Seuls les députés péquistes se sont opposés à la motion de la Coalition avenir Québec. M. Péladeau a quitté le Salon bleu avant le vote. Les libéraux ont appuyé la motion et ont ensuite décidé que la commission parlementaire des institutions tiendra des consultations pour étudier cet enjeu. Son rapport serait remis le 19 novembre.

«Il me semble évident que l'issue de cet enjeu ne sera pas une issue autre que politique. Ce n'est pas par une motion à l'Assemblée nationale, ce n'est pas par un projet de loi que ça va régler la question», a soutenu Philippe Couillard lors d'une mêlée de presse jeudi, en marge d'une réunion du caucus libéral.

«La solution de cette situation sera politique, a-t-il insisté. Ce sera d'abord la décision de M. Péladeau, et je crois qu'il doit toujours évaluer les options (...). Et un jugement sera posé par, d'abord, les membres du Parti québécois et, éventuellement, l'électorat. C'est un enjeu politique qui doit être réglé politiquement.»

Selon lui, «la réalité politique est telle que (M. Péladeau) devra choisir. Et son choix fera l'objet d'un jugement de la part des militants du Parti québécois et de la population.»
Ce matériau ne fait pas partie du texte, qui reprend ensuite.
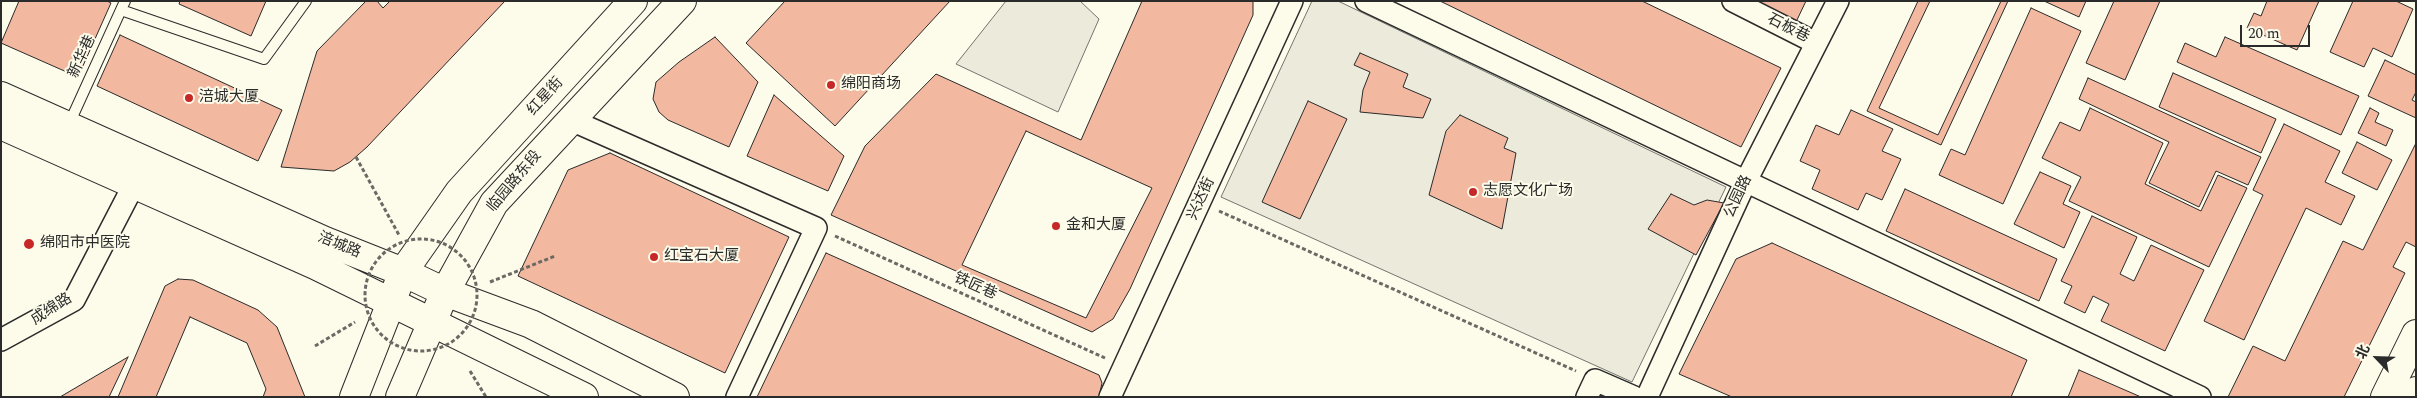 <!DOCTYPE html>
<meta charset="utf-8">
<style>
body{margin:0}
#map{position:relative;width:2417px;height:398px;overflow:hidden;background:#fdfbea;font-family:Spectral,"Noto Sans SC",serif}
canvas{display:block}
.frame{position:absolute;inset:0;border:2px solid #2b2b2b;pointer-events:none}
.north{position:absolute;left:2352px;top:333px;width:50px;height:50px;-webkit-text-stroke:4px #fdfbea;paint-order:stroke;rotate:294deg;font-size:14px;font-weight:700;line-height:20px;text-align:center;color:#2b2b2b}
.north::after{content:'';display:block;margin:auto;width:18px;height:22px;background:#2b2b2b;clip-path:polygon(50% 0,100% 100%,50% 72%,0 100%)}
.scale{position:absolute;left:2240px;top:25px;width:70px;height:22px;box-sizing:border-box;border:2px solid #2b2b2b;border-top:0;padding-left:6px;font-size:15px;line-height:18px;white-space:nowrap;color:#2b2b2b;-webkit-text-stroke:4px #fdfbea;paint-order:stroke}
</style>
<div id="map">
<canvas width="2417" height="398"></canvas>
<div class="frame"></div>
<div class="north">北</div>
<div class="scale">20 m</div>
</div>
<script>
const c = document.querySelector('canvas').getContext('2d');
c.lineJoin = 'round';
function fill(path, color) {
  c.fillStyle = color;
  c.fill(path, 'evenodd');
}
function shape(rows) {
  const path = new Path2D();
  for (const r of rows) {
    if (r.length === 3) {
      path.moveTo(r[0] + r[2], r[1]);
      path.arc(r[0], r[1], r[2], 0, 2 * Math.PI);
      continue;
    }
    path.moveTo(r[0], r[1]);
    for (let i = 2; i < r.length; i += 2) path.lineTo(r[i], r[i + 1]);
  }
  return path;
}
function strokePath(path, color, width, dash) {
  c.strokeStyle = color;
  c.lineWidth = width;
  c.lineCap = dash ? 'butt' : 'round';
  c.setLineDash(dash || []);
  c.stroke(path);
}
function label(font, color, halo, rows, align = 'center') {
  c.font = font + ' Spectral,"Noto Sans SC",serif';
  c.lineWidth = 4;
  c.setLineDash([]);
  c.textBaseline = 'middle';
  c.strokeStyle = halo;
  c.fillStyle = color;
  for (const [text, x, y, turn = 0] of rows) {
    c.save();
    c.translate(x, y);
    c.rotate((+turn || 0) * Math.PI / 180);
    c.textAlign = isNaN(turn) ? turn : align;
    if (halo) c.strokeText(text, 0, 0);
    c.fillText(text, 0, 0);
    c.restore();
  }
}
const parking = shape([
 [1006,1,1080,1,1099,19,1058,112,956,64,1006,1],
 [1312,1,1338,1,1726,187,1632,382,1221,197,1312,1]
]);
fill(parking, '#eceadb');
strokePath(parking, '#74746e', 1);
const building = shape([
 [19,1,107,1,111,3,78,77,1,43,19,1],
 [180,1,266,1,251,36,179,4,180,1],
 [366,1,377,1,383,8,390,1,505,1,367,147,350,162,334,171,281,167,317,51,366,1],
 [785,1,950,1,835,126,746,43,785,1],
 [1142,1,1253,1,1253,15,1130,289,1113,319,1092,332,831,215,865,146,936,74,1081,140,1142,1],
 [1440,1,1642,1,1781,68,1741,147,1440,1],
 [1753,1,1806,1,1796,22,1753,1],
 [1918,1,2008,1,1941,145,1867,111,1918,1],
 [1930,1,2001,1,1938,135,1879,108,1930,1],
 [2044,1,2086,1,2079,17,2044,1],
 [2114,1,2160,1,2125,80,2086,63,2114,1],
 [2267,1,2319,1,2297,50,2247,28,2254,13,2261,16,2267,1],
 [2353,1,2396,1,2413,9,2392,57,2373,48,2364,67,2330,52,2353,1],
 [2031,8,2081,31,2003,204,1939,175,1951,149,1965,155,2031,8],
 [120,35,282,110,258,161,97,86,120,35],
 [715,37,758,82,729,147,668,120,659,112,653,99,656,82,679,62,715,37],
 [2225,37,2359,96,2341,135,2177,62,2185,43,2216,57,2225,37],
 [1360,53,1408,74,1403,87,1431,99,1423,118,1360,112,1363,90,1370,72,1354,65,1360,53],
 [2385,60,2416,75,2416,92,2412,100,2416,102,2416,118,2368,96,2385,60],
 [2173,73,2276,119,2261,153,2159,107,2173,73],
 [2088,78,2261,157,2248,185,2216,171,2199,207,2149,183,2169,142,2079,99,2088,78],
 [774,95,844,156,828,191,747,156,774,95],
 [1308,101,1347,119,1300,219,1262,202,1308,101],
 [2090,108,2163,143,2145,184,2201,211,2218,175,2247,188,2209,267,2069,201,2081,177,2042,158,2060,122,2080,131,2090,108],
 [2370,108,2379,113,2375,122,2393,130,2386,146,2358,133,2370,108],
 [1851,110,1893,129,1882,151,1901,159,1882,200,1866,193,1858,210,1812,189,1820,170,1800,161,1816,125,1839,135,1851,110],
 [1460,115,1508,138,1504,148,1516,153,1502,229,1429,195,1446,131,1460,115],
 [2284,124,2340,151,2325,182,2355,196,2341,225,2306,208,2244,340,2204,321,2263,195,2253,190,2284,124],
 [1026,131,1152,188,1086,318,962,265,1026,131],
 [2357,142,2392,160,2377,190,2342,173,2357,142],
 [2416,143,2416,247,2406,242,2393,267,2405,273,2344,397,2228,397,2253,346,2285,361,2343,241,2363,250,2416,143],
 [610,153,789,237,725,373,518,276,568,170,610,153],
 [2040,172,2071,186,2063,204,2080,212,2064,248,2014,224,2040,172],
 [1905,189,2057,259,2039,301,1886,231,1905,189],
 [1671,194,1694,205,1707,200,1724,203,1696,255,1648,229,1671,194],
 [2092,216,2137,237,2120,274,2134,281,2151,245,2204,270,2165,351,2101,321,2109,304,2093,296,2085,313,2064,303,2072,286,2061,281,2092,216],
 [1772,243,2027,360,2011,397,1732,397,1679,374,1736,259,1772,243],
 [826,253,1099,375,1102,383,1099,397,757,397,826,253],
 [178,279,193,280,258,310,277,327,305,397,118,397,165,286,178,279],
 [190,317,247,343,266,389,263,397,156,397,190,317],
 [128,357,109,397,60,397,128,357],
 [2079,370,2141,397,2068,397,2079,370]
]);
fill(building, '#f2b8a0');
strokePath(building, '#2b2b2b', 1);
const lane = shape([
 [121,10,264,59,306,1],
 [69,124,125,1]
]);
const street = shape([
 [1366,1,2200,397],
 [1733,1,1816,43],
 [571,120,816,228,737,397],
 [1,340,74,300,141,171],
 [1110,397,1292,1],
 [1587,397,1595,380,1634,397],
 [1647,397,1746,181,1838,1]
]);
const secondary = shape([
 [1,96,325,241,403,272,445,292,531,324,675,397],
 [1,125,315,265,584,397],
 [354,397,403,272,459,192,633,1],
 [400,397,445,292,494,203,682,1],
 [2385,397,2416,334],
 [2413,397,2416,391]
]);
strokePath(lane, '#2b2b2b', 12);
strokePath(street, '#2b2b2b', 24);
strokePath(secondary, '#2b2b2b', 30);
strokePath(shape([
 [356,157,399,235],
 [1219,211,1576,371],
 [835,236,1105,358],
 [490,282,555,256],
 [315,346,355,322],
 [470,371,486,397]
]), '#6a6964', 3, [4, 2.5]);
strokePath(lane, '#fdfbea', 10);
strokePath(street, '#fdfbea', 21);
strokePath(secondary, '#fdfbea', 28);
strokePath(shape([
 [421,295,56]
]), '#6a6964', 3, [4, 2.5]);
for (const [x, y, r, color] of [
 [831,85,5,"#c62828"],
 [189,98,5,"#c62828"],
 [1473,192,5,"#c62828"],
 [1056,226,5,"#c62828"],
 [29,244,6,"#c62828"],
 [654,257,5,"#c62828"]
]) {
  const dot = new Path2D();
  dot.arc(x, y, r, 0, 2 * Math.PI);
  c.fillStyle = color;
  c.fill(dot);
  strokePath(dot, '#fdfbea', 2);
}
label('15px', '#2b2b2b', '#fdfbea', [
 ["石板巷",1788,29,27],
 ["新华巷",83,57,-65],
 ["红星街",546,97,-48],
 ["临园路东段",515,182,-50],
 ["公园路",1739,197,-65],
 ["兴达街",1202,199,-65],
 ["涪城路",339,246,22],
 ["铁匠巷",975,287,24],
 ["成绵路",52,310,-33]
]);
label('15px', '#2b2b2b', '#fdfbea', [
 ["绵阳商场",841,85],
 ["涪城大厦",199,98],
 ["志愿文化广场",1483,192],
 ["金和大厦",1066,226],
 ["绵阳市中医院",40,244],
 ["红宝石大厦",664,257]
], 'left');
</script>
Questionné pour savoir si son intention est de faire «durer le plaisir pour mettre M. Péladeau dans l'embarras», M. Couillard a répondu que «si on voulait faire ça, on ferait un projet de loi demain matin qui va traîner des semaines à l'Assemblée nationale où on va s'attaquer mutuellement sur toutes sortes de choses». Il veut que le débat se fasse en commission parlementaire avant de statuer.

M. Couillard a soulevé les difficultés que pose le dépôt d'un projet de loi.  «Il faut voir: est-ce qu'une modification législative est nécessaire ?», s'est-il demandé. Plusieurs lois pourraient devoir être modifiées, non seulement le code d'éthique des députés, mais aussi la loi sur l'exécutif et celle sur l'Assemblée nationale. «C'est assez compliqué. Quand on intervient de façon législative sur ces questions-là, normalement, on souhaite le faire à l'unanimité, par consensus des parlementaires, ce qui nous semble, compte tenu des débats (de mercredi), assez hypothétique», a-t-il dit. Il faut l'unanimité «si possible», «sinon ça va finir par un déchirement partisan qui va laisser les citoyens assez amers».

C'est ce qui lui fait dire que «l'enjeu va se régler de façon politique». «Pourquoi? Parce qu'au bout de l'avenue, c'est la décision que M. Péladeau prendra, c'est l'examen qu'on en fera qui sera accessible aux citoyens. C'est le jugement que porteront là-dessus les militants du Parti québécois si M. Péladeau présente sa candidature et éventuellement à une élection générale s'il devait gagner une hypothétique course dans laquelle il serait candidat.»

Contrairement à son chef, le leader parlementaire Jean-Marc Fournier a soutenu que le gouvernement veut faire adopter une loi. «L'objectif ici est de faire une législation qui protège la démocratie, la liberté d'information», a-t-il dit.

Il croit que la commission parlementaire pourrait convaincre le Parti québécois de reconnaître que la situation de M. Péladeau est intenable. Mais pour adopter une loi, l'appui de l'opposition officielle «n'est pas obligatoire». Il vise un «consensus le plus large possible».

Le chef par intérim du Parti québécois, Stéphane Bédard, martèle que la motion présentée par la CAQ et appuyée par le PLQ et QS est une «attaque frontale sur la démocratie». Il accuse ses adversaires politiques de vouloir changer les règles dans le seul but d'embarrasser un député.

M. Bédard affirme par ailleurs qu'il est impossible de changer le Code d'éthique et de déontologie sans l'appui unanime des députés de l'Assemblée nationale.

«Il est évident qu'il n'y aura aucune modification des règles qui vise un seul individu en particulier pour le priver de ses droits démocratiques. Toute modification aux règles déontologiques doit faire l'objet d'une unanimité.»